[Date Prev][Date Next][Thread Prev][Thread Next][Date Index][Thread Index]

Re: [Xen-users] xen domU stall on 4.12.1





On Thu, Feb 6, 2020 at 8:06 AM Tomas Mozes <hydrapolic@xxxxxxxxx> wrote:



On Mon, Jan 27, 2020 at 2:42 PM Tomas Mozes <hydrapolic@xxxxxxxxx> wrote:


On Tue, Jan 7, 2020 at 8:29 AM Tomas Mozes <hydrapolic@xxxxxxxxx> wrote:
Hello,
I've tried upgrading one of my long running Xen-dom0 machines from Xen 4.11.3 to 4.12.1. It's been working fine for several days, but after that one of the domUs failed the monitoring checks and it was impossible to access it via ssh.
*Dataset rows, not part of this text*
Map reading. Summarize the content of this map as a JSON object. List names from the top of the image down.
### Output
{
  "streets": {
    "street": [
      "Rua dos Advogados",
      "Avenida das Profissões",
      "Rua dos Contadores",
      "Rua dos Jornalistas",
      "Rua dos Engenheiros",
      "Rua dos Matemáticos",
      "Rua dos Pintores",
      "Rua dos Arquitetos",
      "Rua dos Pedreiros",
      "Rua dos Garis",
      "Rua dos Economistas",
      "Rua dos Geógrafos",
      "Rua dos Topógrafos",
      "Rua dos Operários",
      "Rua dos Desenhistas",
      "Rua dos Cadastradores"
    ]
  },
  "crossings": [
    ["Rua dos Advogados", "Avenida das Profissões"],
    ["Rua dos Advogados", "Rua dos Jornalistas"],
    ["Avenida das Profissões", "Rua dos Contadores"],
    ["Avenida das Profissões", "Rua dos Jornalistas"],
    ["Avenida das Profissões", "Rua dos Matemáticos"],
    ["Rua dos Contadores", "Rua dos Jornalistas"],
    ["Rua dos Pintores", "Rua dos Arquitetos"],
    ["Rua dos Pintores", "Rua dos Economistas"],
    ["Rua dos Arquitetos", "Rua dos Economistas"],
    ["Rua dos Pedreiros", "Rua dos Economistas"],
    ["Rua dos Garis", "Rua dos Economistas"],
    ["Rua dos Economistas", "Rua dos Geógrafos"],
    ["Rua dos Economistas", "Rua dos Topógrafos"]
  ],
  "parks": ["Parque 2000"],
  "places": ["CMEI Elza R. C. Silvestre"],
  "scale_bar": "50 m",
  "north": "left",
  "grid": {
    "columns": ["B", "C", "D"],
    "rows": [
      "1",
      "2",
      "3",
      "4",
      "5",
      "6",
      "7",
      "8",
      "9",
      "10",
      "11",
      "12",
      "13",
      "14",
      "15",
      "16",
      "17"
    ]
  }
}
From the monitoring it's visible that the load just starts to grow linearly (the memory consumption grows too as new monitoring processes are spawned and don't finish) and the machine is simply stuck. It happened 3 times during the last 3 weeks. The Dom0 is working fine, just one of the domUs is stuck (always the same domU is stuck).

Xen got upgraded 19.12.2019, the first lockup happened 26.12.2019, then 28.12.2019 and 5.1.2020.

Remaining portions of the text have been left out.